This first analysis of cryptococcal transcriptomes during infection in the CNS has demonstrated a series of important principles. First, the transcriptomes of cryptococcal cells from the human host can be captured and analyzed. Second, despite genetic differences between strains and the duration of their infection, the transcriptomes from these strains are remarkably similar and suggest that a specific consensus pattern of gene expression may be associated with CNS infection. Third, C. neoformans is metabolically active in the human CSF. Fourth, specific genes with known virulence or survival properties are identified using in vivo transcription profiling, which validates this method. Moreover, genes and pathways essential for survival of yeasts in the human body are not limited to classical virulence pathways or phenotypes. Fifth, through the combination of RNA-seq and genome analysis, identification of SNVs and other genetic diversities may predict differences in gene expression and/or function in individual strains and identify the potential impact of these mutations on yeast microevolution. Additional strategies are needed to determine the functions of nonconserved genes that lack homology to annotated sequences, as they may be essential for the pathogenicity of C. neoformans. Comparative analyses of transcriptomes may identify the potential importance of these unrecognized genes. This study is just the beginning, but it illustrates the potential to characterize fungal transcriptomes and then relate them to the progressive states of disease. They may provide insights into how a strain(s) produces disease and how some strains might produce a genetic signature that could even predict their infection outcome or response to therapy.

MATERIALS AND METHODS

DNA manipulations and phylogenetic analyses.

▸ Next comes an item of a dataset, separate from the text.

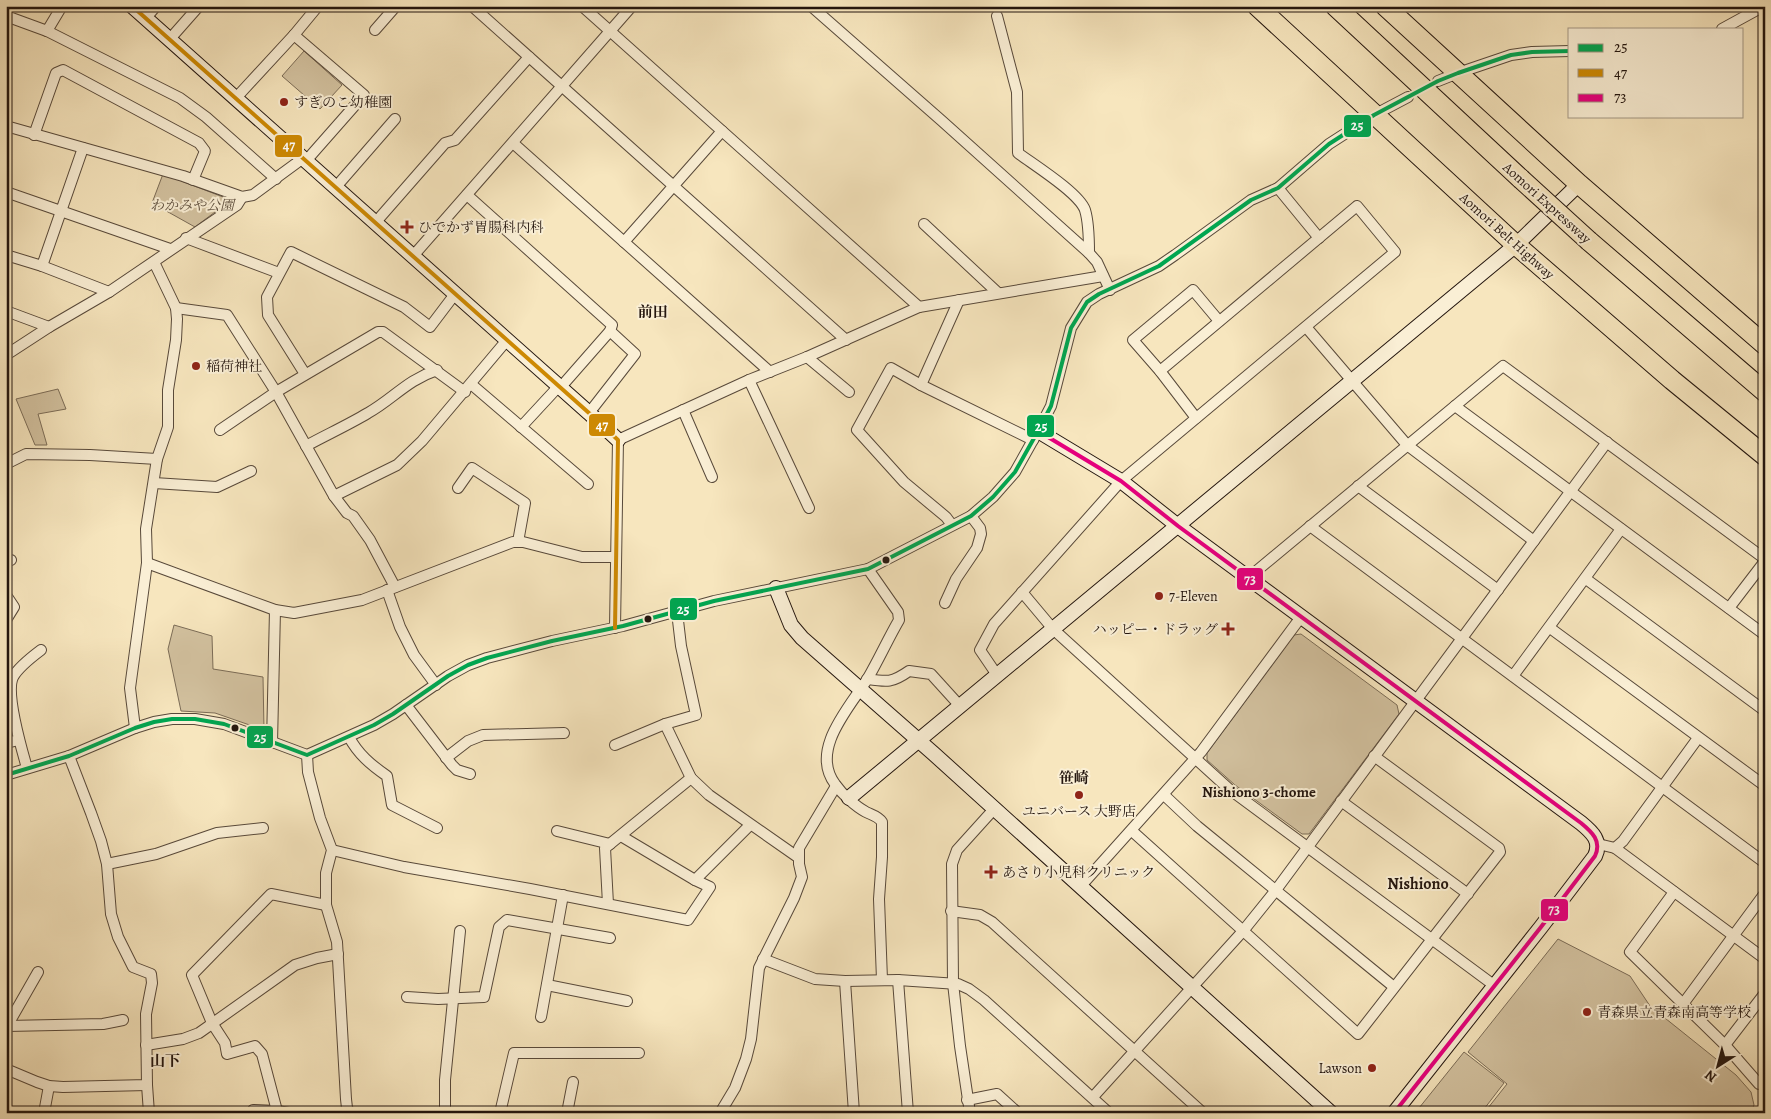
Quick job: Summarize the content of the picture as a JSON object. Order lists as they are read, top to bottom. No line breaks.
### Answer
{"streets":{"highway":["Aomori Expressway","Aomori Belt Highway"]},"districts":["前田","笹崎","Nishiono 3-chome","Nishiono","山下"],"parks":["わかみや公園"],"places":{"other":["すぎのこ幼稚園","稲荷神社","7-Eleven","ユニバース 大野店","青森県立青森南高等学校","Lawson"],"health":["ひでかず胃腸科内科","ハッピー・ドラッグ","あさり小児科クリニック"]},"lines":["transit line 47","transit line 25","transit line 73"],"legend":["25","47","73"],"north":"bottom left"}
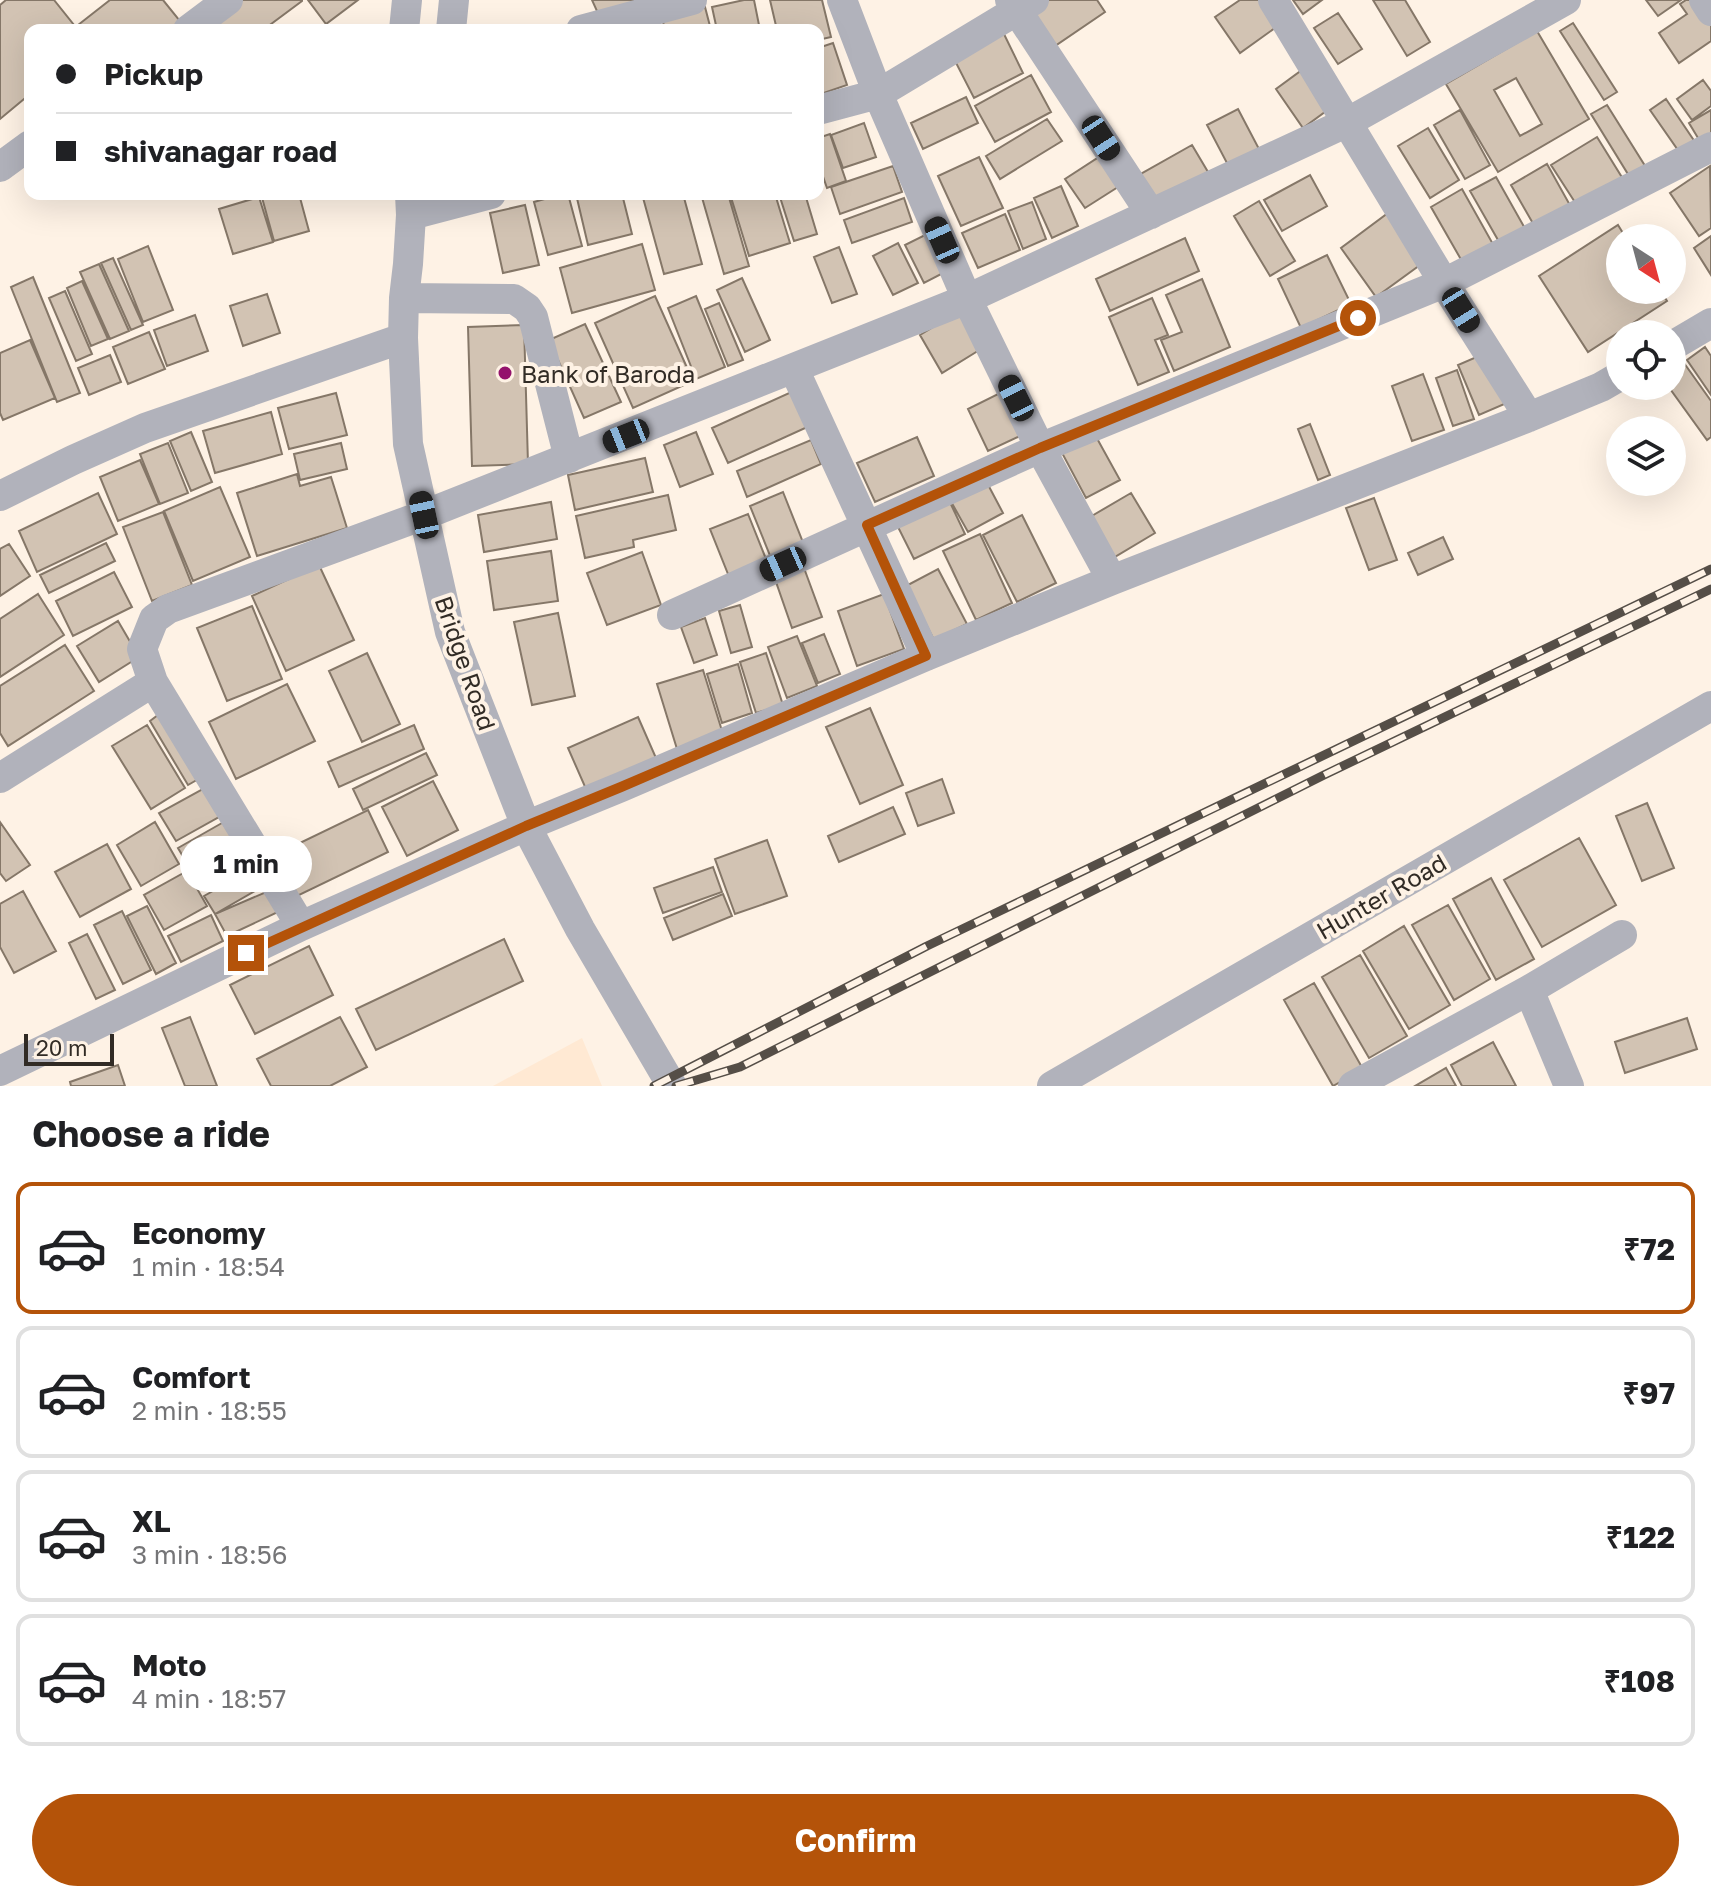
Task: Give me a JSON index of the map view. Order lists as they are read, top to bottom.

Genomic DNA was isolated using a MasterPure yeast DNA purification kit (Epicentre Biotechnologies, Madison, WI). As previously described, mating types were determined by a PCR-based method using primers for the a or α allele of the STE20 gene for the strains (61). For MLST, eight previously described loci (CAP59, GPD1, IGS1, LAC1, PLB1, SOD1, URA5, and TEF1) were used in this study for PCR amplification (22, 62). Amplicons were sequenced with Sanger sequencing, and the reads were edited manually. To identify the genotypes of G0 and HC1, their MLST sequences were compared with a global set of reference strains of C. neoformans (see Table S1). The sequences of all the loci were aligned by ClustalW (63). The maximum parsimony (MP) tree was identified with heuristic searches based on 500 random sequence additions using PAUP (64) and was rooted using C. neoformans strain JEC21 (serotype D).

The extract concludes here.